— What is expected —
Search term "body": copy each line of the data containing it.

Top of Input for this task

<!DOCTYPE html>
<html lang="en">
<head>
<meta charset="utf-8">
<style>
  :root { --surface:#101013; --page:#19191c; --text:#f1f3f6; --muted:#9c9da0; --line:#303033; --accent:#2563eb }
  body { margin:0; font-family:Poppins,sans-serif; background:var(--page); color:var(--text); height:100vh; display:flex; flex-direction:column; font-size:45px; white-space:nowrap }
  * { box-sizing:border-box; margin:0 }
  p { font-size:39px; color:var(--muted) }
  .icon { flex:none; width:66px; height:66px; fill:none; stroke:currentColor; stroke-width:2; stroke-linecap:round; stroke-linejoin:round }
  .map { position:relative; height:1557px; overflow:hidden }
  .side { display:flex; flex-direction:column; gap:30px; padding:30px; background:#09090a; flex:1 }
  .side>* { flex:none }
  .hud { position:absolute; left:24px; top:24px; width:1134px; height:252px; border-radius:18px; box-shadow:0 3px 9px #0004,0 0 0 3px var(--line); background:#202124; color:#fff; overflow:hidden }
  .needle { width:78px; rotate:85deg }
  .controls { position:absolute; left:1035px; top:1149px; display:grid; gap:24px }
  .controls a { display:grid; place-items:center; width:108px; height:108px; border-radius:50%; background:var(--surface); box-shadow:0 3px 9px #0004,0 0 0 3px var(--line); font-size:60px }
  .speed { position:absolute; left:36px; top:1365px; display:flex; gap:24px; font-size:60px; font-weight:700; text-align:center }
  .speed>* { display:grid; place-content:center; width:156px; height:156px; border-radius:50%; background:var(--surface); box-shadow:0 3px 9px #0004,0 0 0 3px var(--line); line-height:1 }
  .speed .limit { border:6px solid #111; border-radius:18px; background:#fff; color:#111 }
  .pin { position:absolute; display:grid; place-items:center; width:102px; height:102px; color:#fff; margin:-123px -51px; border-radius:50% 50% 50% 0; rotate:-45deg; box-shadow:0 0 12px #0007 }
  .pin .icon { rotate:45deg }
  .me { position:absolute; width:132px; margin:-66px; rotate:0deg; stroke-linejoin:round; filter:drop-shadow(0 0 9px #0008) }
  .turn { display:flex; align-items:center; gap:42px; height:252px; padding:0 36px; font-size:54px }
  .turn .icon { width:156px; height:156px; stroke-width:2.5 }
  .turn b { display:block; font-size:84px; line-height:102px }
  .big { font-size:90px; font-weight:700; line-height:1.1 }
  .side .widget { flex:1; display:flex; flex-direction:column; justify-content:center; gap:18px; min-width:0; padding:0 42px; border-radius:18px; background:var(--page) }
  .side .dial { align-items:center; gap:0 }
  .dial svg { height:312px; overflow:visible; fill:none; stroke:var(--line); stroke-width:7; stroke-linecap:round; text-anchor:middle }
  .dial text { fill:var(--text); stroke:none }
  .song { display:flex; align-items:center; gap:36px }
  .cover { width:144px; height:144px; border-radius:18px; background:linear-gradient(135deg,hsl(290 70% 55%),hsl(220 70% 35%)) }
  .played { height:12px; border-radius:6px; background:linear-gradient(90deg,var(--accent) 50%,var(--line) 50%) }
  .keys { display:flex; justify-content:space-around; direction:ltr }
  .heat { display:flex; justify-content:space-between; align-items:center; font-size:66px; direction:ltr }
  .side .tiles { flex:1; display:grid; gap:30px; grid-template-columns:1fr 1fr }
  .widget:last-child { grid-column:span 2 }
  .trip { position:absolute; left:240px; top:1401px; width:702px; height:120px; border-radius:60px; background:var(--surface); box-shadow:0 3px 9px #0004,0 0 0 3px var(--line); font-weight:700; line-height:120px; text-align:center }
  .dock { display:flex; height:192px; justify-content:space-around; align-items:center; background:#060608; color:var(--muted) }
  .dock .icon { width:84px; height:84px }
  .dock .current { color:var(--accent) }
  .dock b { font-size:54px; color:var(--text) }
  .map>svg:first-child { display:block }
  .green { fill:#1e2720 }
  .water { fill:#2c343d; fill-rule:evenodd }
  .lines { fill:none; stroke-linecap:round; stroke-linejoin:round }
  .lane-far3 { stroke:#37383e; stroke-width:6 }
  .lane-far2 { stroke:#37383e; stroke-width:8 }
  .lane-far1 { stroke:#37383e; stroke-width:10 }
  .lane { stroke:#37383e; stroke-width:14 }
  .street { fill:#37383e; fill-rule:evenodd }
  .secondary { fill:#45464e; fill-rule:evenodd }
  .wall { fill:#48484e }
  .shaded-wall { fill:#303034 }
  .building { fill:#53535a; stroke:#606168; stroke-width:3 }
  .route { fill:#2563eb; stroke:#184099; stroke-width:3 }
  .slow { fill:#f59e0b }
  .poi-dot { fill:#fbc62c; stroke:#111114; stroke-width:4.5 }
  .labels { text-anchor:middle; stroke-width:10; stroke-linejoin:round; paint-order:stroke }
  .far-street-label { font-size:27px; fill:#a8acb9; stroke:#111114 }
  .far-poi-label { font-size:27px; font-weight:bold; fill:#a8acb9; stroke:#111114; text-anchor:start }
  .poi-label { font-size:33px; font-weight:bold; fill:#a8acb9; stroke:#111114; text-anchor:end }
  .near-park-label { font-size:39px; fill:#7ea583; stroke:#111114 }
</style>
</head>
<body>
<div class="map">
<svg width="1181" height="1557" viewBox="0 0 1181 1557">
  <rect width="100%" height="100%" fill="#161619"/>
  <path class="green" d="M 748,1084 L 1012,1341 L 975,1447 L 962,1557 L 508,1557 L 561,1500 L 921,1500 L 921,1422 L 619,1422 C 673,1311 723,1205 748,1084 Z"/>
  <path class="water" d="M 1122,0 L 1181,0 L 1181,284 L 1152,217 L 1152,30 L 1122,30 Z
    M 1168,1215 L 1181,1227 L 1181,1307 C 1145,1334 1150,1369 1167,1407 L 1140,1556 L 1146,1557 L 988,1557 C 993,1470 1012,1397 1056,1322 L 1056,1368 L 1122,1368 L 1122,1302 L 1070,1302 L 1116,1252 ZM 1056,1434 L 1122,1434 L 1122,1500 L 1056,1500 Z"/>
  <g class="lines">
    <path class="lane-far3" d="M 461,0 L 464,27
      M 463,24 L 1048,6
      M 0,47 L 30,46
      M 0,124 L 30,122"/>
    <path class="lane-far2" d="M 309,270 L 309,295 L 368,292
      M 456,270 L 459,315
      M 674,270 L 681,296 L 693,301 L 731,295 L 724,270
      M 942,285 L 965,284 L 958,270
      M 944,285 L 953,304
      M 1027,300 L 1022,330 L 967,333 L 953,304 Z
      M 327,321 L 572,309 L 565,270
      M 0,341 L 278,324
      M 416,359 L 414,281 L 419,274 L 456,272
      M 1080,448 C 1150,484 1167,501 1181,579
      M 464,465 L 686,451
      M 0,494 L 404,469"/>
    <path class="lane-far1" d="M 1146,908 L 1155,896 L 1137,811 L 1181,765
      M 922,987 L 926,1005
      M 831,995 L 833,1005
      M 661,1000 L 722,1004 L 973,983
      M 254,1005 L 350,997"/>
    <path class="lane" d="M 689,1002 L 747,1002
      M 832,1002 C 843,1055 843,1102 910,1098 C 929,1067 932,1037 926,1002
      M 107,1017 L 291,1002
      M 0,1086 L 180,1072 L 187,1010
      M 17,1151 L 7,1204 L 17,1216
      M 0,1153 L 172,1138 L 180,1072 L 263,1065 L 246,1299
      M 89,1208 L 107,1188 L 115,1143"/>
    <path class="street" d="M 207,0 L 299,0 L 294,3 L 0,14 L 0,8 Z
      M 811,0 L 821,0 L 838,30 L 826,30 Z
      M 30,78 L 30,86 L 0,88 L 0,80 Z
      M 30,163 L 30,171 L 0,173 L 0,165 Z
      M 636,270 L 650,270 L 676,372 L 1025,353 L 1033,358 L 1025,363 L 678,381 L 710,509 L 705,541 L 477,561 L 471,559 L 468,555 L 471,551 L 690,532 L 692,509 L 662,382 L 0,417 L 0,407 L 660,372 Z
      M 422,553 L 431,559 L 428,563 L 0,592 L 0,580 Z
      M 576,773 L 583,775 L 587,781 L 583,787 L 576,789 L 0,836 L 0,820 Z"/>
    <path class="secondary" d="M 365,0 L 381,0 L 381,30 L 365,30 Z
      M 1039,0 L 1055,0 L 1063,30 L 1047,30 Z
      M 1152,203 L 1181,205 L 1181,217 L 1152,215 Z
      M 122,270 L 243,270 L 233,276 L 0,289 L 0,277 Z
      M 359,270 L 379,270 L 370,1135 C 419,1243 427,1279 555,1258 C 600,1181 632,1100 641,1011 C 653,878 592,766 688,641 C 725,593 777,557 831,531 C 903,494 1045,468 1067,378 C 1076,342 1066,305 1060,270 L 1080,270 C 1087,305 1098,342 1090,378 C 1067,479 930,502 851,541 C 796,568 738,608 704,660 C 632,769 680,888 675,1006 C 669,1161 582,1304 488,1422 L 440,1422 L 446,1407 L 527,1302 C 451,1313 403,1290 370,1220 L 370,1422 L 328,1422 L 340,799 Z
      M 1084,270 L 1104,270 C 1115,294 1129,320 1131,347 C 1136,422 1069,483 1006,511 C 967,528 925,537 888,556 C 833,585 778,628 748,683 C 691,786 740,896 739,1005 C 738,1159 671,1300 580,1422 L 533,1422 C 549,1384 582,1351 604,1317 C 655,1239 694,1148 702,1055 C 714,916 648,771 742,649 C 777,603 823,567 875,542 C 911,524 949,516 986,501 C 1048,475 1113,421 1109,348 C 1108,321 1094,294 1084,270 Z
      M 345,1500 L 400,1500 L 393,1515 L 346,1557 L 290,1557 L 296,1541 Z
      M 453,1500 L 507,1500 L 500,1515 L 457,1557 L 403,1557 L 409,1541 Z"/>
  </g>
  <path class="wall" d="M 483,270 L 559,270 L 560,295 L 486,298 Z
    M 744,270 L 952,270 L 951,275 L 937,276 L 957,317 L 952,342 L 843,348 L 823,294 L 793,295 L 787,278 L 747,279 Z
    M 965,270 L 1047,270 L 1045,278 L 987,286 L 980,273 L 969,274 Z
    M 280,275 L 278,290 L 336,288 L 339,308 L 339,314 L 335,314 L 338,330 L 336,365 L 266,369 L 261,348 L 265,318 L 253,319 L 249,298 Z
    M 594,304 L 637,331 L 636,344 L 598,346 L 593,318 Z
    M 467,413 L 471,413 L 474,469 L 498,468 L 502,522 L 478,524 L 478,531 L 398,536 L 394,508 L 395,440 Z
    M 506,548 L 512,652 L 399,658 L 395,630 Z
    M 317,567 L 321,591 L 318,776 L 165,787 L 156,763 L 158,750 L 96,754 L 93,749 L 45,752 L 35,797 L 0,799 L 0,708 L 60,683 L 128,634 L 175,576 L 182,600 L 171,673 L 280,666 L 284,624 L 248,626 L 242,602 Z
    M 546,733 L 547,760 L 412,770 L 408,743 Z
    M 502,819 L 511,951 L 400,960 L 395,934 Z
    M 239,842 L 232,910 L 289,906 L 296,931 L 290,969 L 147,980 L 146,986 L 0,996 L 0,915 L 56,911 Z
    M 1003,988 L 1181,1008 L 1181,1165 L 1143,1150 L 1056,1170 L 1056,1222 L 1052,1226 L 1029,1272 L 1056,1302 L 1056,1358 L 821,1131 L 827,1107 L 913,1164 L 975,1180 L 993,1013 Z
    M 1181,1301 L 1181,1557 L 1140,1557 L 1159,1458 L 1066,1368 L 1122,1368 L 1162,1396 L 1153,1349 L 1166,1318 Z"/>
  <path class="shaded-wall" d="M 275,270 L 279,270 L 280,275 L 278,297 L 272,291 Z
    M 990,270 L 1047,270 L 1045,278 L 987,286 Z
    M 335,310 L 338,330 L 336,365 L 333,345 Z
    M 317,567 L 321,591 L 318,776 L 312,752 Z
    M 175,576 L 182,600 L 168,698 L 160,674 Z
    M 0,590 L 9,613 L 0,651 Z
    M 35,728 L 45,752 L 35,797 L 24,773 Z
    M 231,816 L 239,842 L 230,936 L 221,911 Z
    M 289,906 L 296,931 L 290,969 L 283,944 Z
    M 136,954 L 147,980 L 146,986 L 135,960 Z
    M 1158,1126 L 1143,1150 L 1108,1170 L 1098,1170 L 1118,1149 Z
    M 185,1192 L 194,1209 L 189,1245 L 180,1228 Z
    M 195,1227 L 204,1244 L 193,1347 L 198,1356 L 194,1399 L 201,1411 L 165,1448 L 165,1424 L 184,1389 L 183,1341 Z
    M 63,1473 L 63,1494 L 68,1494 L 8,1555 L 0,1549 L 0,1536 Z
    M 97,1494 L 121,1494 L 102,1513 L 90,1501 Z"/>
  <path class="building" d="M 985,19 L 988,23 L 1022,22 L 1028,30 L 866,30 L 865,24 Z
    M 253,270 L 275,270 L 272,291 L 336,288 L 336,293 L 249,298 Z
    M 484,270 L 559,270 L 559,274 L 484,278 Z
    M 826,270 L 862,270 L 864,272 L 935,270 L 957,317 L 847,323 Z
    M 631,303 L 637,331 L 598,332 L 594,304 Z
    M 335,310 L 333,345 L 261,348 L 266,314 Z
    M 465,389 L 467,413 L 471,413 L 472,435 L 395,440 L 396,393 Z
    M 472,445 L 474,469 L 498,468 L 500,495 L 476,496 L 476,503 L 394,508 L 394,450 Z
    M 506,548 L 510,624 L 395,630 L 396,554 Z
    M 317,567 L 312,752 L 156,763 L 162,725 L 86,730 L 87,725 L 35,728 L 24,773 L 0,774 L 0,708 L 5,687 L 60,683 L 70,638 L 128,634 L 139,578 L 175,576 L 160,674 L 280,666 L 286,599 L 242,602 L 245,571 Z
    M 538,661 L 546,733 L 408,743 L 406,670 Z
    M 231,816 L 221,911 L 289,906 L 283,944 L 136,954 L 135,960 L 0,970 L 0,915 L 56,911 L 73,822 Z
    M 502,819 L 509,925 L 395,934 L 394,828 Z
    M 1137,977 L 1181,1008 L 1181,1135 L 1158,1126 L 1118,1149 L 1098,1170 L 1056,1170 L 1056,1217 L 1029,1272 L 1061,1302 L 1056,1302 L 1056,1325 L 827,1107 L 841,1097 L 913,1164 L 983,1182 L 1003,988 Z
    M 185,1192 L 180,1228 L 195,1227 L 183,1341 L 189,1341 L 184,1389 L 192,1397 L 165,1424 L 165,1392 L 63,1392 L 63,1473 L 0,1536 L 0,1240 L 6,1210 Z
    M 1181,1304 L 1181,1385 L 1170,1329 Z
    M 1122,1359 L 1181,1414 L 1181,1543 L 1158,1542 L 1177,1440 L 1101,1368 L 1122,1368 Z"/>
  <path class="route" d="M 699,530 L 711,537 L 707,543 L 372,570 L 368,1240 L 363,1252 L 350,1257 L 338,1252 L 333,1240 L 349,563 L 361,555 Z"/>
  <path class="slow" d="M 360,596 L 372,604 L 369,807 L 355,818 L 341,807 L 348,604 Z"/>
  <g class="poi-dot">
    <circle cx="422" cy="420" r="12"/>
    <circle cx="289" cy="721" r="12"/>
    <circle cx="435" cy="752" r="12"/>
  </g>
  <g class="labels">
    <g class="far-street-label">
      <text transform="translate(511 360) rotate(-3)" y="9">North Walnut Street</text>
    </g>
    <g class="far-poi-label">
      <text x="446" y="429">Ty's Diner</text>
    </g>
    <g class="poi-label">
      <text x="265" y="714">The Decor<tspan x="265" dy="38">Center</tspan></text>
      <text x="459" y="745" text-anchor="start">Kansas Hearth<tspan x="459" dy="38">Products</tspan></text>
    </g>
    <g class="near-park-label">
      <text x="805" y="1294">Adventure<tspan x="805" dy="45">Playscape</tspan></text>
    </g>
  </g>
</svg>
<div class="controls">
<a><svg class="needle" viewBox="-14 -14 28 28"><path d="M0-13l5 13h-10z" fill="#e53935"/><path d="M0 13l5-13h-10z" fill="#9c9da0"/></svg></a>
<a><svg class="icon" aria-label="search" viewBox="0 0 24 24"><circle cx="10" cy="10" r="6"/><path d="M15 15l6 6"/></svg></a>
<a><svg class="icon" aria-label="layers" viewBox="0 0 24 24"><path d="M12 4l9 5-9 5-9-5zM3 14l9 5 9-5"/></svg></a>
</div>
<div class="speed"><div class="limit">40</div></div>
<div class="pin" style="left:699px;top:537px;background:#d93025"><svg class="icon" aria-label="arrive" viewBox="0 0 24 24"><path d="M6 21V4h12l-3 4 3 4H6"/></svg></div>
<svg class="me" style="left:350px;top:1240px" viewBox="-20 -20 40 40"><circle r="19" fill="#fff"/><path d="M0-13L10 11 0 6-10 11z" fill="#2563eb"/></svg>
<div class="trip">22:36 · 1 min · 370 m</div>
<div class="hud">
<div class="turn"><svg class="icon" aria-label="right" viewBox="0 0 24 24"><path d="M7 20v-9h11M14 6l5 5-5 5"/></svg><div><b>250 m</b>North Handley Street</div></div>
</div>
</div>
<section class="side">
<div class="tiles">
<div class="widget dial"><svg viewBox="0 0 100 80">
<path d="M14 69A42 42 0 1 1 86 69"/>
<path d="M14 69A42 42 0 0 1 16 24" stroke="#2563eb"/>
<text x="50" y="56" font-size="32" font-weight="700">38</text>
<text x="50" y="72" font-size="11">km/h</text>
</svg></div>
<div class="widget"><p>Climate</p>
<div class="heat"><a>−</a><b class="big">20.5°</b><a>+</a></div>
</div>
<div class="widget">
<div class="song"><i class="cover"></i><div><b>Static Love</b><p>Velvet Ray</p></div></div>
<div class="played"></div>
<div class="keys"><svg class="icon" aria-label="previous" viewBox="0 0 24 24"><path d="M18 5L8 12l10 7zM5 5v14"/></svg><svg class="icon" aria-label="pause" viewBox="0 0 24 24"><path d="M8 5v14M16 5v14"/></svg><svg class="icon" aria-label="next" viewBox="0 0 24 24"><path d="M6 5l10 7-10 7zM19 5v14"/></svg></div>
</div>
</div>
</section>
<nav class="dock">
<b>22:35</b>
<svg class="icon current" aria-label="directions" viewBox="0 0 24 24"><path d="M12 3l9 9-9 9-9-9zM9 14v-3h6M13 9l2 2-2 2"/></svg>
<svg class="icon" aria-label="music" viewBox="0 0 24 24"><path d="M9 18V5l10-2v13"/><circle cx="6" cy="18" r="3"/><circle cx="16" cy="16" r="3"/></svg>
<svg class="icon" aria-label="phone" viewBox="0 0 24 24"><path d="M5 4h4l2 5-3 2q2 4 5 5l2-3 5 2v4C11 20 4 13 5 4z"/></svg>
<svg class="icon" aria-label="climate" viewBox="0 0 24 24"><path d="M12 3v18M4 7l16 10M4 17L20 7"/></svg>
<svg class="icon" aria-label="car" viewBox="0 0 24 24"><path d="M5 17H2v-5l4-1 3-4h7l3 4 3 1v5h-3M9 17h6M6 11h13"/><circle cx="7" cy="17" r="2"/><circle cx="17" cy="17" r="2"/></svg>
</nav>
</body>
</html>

Bottom of Input for this task

— Response area —
  body { margin:0; font-family:Poppins,sans-serif; background:var(--page); color:var(--text); height:100vh; display:flex; flex-direction:column; font-size:45px; white-space:nowrap }
<body>
</body>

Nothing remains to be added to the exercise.